New starter vouches for immediate profits

young chicks at a barn in a poultry farm. Stock photo.
young chicks at a barn in a poultry farm. Stock photo.
Image: 123RF

Young people looking to start a business should consider poultry farming. The industry is a growing one, with many opportunities and there is also much support from government.

Senior researcher at the department of agriculture, land reform and rural development Dr Nkhane Baldwin Nengovhela says the poultry industry is one of the most advanced sectors in farming worldwide.

“I think all young people should consider it for farming. If you think of something called biotechnology, you can’t think of anything other than a day-old chick that is raised for meat, or a layer that is raised to lay an egg,” he says.

Nengovhela was speaking during a virtual Poultry Masterclass Webinar series that was hosted by government, in partnership with the South African Poultry Farmer’s and Supplier’s Association.

The masterclass is part of a series that Government Communication and Information System is hosting to promote entrepreneurship as a contributor to economic growth.

Emerging poultry farmer Mbali Nketsi, of Zuurbekom in western Johannesburg, shared her experience of working in the sector.

She is the founder of Hen Home. The farm currently has 438 chickens producing eggs, which are sold to local coffee shops, while residents also buy eggs directly from Nketsi.

Her journey into poultry farming started in 2020 during lockdown, when she found herself spending time on social media watching videos and stories shared by small-scale poultry farmers.
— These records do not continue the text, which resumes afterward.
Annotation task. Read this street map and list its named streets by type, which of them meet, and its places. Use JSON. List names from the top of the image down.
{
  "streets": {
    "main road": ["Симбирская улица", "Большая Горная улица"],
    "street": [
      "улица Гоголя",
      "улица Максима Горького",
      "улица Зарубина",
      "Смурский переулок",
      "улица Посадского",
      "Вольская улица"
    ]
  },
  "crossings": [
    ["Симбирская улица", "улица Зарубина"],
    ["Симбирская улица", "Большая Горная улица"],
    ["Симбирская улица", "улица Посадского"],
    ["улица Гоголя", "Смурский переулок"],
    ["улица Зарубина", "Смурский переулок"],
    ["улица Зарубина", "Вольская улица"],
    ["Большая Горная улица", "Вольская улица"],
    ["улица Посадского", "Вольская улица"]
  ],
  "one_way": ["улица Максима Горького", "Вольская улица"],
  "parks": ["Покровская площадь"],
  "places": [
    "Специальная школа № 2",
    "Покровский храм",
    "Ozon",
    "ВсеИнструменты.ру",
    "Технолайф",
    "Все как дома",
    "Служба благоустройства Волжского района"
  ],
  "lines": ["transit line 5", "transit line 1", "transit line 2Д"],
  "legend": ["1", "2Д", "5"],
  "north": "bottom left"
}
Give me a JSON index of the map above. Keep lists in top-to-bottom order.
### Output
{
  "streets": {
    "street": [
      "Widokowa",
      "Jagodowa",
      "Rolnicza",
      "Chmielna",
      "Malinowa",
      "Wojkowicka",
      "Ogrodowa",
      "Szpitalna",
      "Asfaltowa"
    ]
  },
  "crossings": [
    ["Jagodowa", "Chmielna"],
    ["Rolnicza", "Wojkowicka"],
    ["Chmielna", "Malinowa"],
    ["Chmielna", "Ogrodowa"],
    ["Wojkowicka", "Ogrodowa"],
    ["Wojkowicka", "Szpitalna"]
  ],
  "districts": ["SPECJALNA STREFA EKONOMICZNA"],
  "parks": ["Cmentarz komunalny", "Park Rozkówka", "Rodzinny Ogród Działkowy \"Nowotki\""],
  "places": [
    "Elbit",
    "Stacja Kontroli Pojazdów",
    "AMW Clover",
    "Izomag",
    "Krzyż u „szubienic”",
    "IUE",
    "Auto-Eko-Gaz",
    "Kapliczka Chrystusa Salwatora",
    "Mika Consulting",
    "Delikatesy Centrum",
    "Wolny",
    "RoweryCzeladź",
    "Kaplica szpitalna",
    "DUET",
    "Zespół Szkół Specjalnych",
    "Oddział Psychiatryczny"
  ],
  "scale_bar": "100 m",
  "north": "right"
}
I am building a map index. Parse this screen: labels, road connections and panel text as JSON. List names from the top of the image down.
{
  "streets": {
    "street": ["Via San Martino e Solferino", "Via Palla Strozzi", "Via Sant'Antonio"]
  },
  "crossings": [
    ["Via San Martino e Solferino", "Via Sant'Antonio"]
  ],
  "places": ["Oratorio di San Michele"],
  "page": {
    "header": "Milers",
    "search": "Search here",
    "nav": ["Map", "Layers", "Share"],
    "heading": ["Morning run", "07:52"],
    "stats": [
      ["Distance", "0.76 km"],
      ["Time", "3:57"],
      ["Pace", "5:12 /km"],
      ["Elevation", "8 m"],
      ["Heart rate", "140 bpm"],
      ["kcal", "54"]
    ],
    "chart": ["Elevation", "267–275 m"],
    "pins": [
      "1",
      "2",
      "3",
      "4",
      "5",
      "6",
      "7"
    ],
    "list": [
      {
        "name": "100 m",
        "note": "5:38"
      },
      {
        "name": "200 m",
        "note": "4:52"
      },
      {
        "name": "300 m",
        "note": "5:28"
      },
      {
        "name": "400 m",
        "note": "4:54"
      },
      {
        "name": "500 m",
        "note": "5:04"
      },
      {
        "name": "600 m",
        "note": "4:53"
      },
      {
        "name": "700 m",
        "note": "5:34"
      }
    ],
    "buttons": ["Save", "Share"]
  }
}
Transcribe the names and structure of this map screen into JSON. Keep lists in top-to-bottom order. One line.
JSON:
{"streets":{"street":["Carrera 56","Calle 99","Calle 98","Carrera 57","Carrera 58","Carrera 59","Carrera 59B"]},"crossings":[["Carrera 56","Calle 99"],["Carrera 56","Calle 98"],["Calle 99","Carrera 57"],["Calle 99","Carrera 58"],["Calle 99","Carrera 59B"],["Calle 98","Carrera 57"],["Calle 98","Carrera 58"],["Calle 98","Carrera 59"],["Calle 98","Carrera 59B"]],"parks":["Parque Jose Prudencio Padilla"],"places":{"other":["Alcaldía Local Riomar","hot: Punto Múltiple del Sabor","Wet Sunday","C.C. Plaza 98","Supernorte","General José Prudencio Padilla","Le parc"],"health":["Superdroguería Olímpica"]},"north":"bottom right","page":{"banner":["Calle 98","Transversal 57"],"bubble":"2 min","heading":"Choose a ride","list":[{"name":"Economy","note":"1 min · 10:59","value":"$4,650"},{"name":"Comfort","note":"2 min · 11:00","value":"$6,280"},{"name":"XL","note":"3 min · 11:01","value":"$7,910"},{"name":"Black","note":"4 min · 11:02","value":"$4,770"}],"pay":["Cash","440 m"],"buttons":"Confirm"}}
She came across a video in which Irene Farms and Poultry owner Nana Nene shared her expertise.

Nketsi reached out to Nene and pitched her idea of starting poultry farming and then received training from Nene.

After completing the training, Nketsi and her mother invested money to get a coop which cost about R15,000.

“We decided to start with 500 layers because I wanted a minimum of 10 trays [of eggs] to start per day because we didn’t know how the market was going to react.”

They started the business in their backyard, but neighbours started complaining about the noise and smell of the chickens. The pair then rented a plot, where they started with chickens laying eggs at 18 weeks.

After their initial success, Nketsi has big dreams for the future.

“My dream is to play in the commercial space one day and have 5,000 to 10,000 chickens,” she says.